By the end of the 20th century, "self-tiredness" took precedence over neurotic anxiety, which was the dominant disease in the 19th century. (1). Today's society, imposing levels of demands that are proving increasingly unbearable for the individual, leaves the field open for new suffering.
The neurotic suffered because he was the object of a conflict between desire and the forbidden. Today's individual suffers from an impossibility of feeling up to the task, an inability to cope with ever more extreme exogenous and endogenous demands; this is the suffering of the insufficient human being. The former suffers from an overload of prohibitions; the latter suffers from an overload of possibilities.
Contemporary man is placed in the obligation, the imperious necessity, to act at all costs and more and more quickly. He must find the energy for this action, within himself, in his internal springs, because he is forced to do so by initiative, autonomy, responsibility rather than by obedience. The current social relationship is 'psychologizing', that is to say that it calls upon the personal resources of the individual. This new kind of relationship consists in establishing a relation between an "I" (subjectivity) and an Other-Ego (the relation of the two creating intersubjectivity). This relationship is established in a generalized contractualist logic that would have as its goal the realization of Self. Traditionally the individual was attributed with egoism; this is why it had to be framed. Today, he is given an empathy that could alone make society. "He is confronted with the question of what it is possible to do and not with the question of what it is permitted to do, he is less constrained by the constraint of renunciation (permitted/defended) than by the constraint of limitation (possible/impossible). »
It is clear that the Taylor and Ford models of human resource discipline in the workplace are moving away from the Taylor and Ford models of human resource discipline towards standards that encourage autonomous behaviour, including at lower levels of the hierarchy.
Participatory management, expression groups, quality circles, etc., are new forms of exercising authority that aim to instil an entrepreneurial spirit in every employee. The modes of regulation and domination of the work force are based less on mechanical obedience than on initiative: responsibility, capacity to evolve, to form projects, motivation, flexibility, etc., are drawing up a new managerial liturgy.

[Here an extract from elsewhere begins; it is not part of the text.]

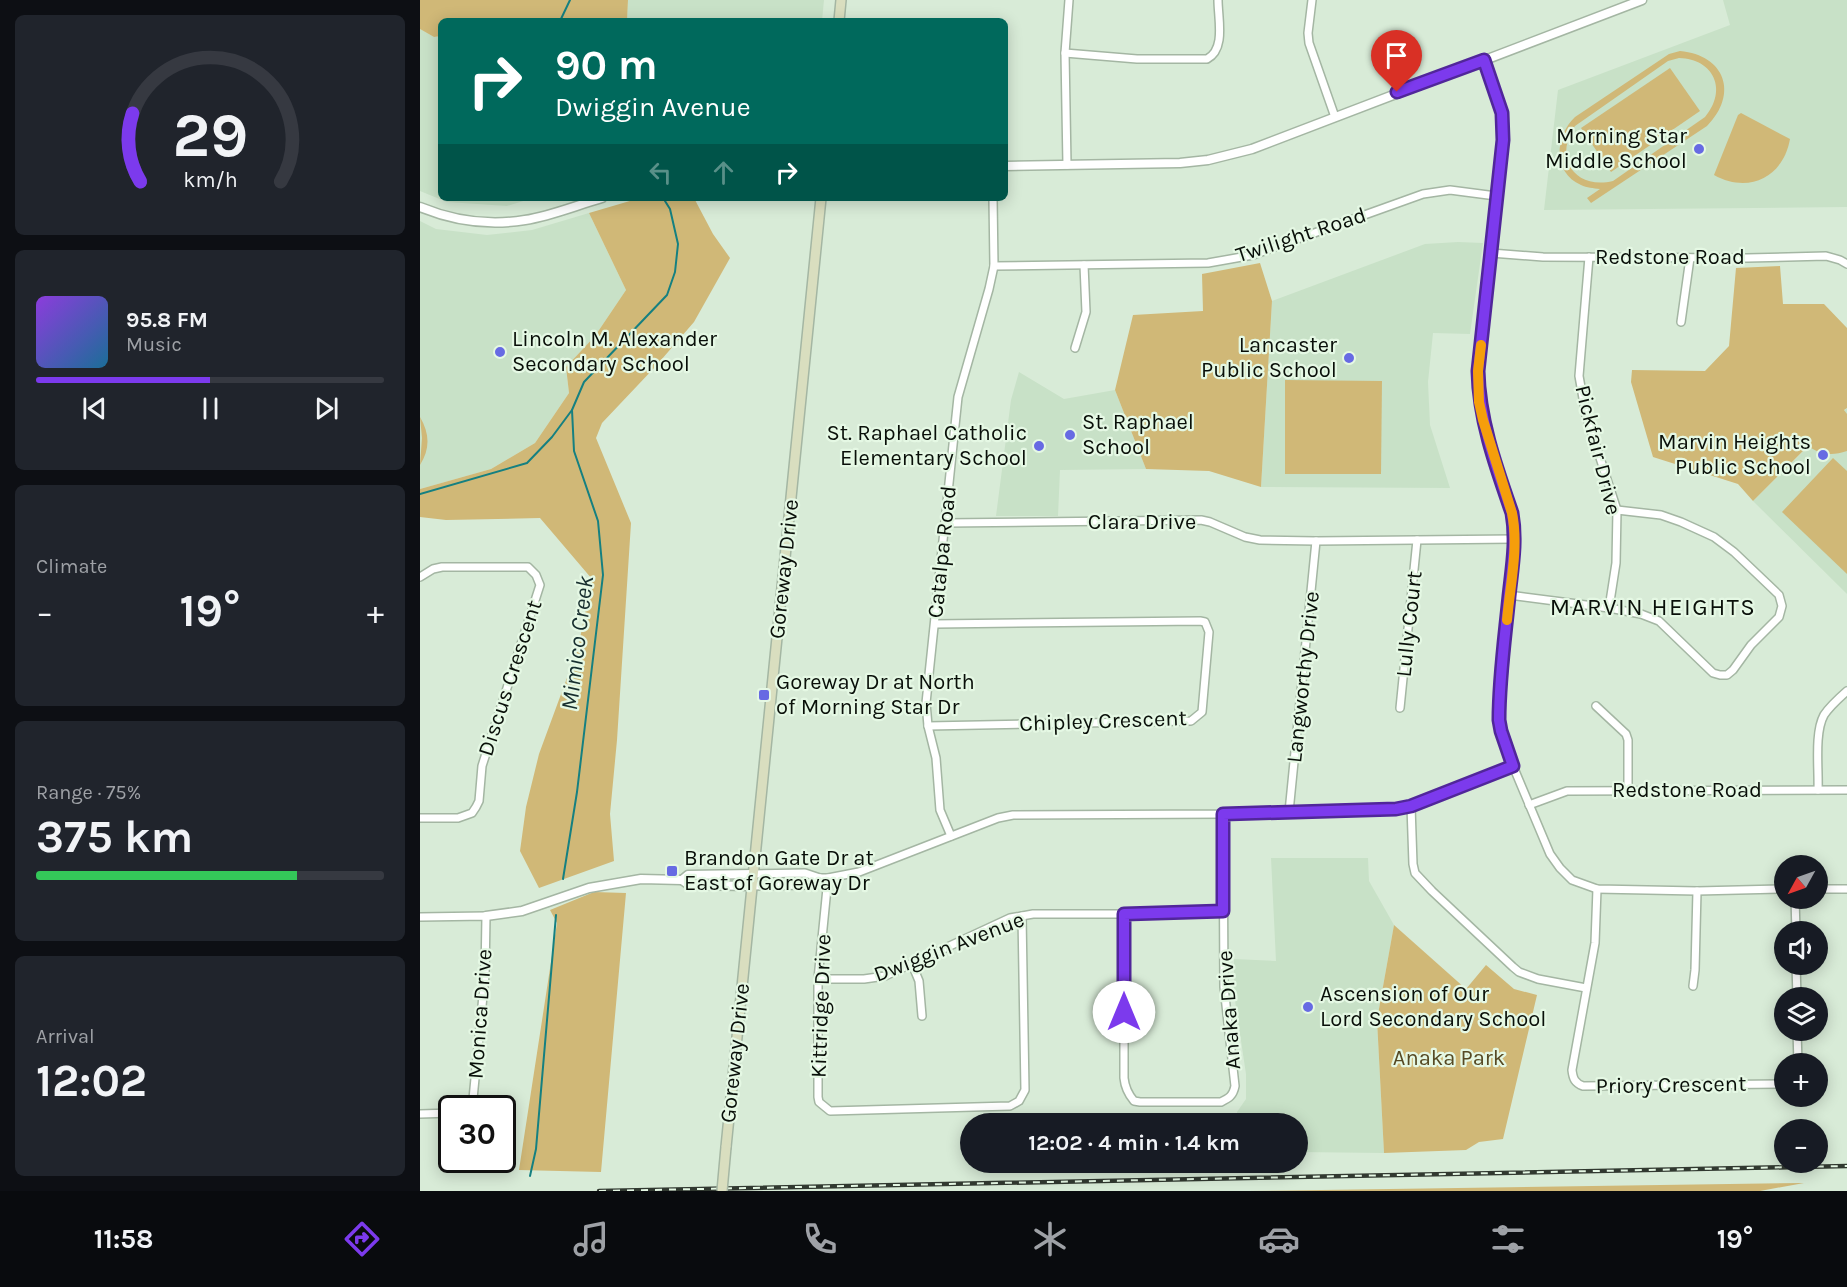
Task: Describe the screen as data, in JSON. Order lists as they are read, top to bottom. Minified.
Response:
{"streets":{"main road":["Goreway Drive"],"street":["Twilight Road","Redstone Road","Pickfair Drive","Clara Drive","Catalpa Road","Lully Court","Langworthy Drive","Discus Crescent","Chipley Crescent","Dwiggin Avenue","Kittridge Drive","Anaka Drive","Monica Drive","Priory Crescent"]},"crossings":[["Twilight Road","Catalpa Road"],["Redstone Road","Pickfair Drive"],["Clara Drive","Catalpa Road"],["Clara Drive","Lully Court"],["Clara Drive","Langworthy Drive"],["Catalpa Road","Chipley Crescent"],["Dwiggin Avenue","Kittridge Drive"],["Dwiggin Avenue","Anaka Drive"]],"districts":["MARVIN HEIGHTS"],"water":["Mimico Creek"],"parks":["Anaka Park"],"places":{"other":["Morning Star Middle School","Lincoln M. Alexander Secondary School","Lancaster Public School","St. Raphael School","St. Raphael Catholic Elementary School","Marvin Heights Public School","Ascension of Our Lord Secondary School"],"transit":["Goreway Dr at North of Morning Star Dr","Brandon Gate Dr at East of Goreway Dr"]},"north":"bottom left","page":{"turn":["90 m","Dwiggin Avenue"],"song":["95.8 FM","Music"],"tile":["Climate",["Range · 75%","375 km"],["Arrival","12:02"]],"heat":["−","19°","+"],"map_buttons":["+","−"],"limit":"30","trip":"12:02 · 4 min · 1.4 km","tabs":["11:58","19°"],"gauge":["29","km/h"]}}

The constraint imposed on the worker is no longer the man-machine of repetitive work, but the contractor of flexible work. The engineer Frederick Taylor, at the beginning of the 20th century, aimed to make a "beef man", as he put it, docile and regular; today's relationship engineers are ingenious at producing autonomy. It is less a question of subduing bodies than of mobilizing the affects and mental capacities of each employee, of leaving him or her responsible in the face of possible choices and behaviour.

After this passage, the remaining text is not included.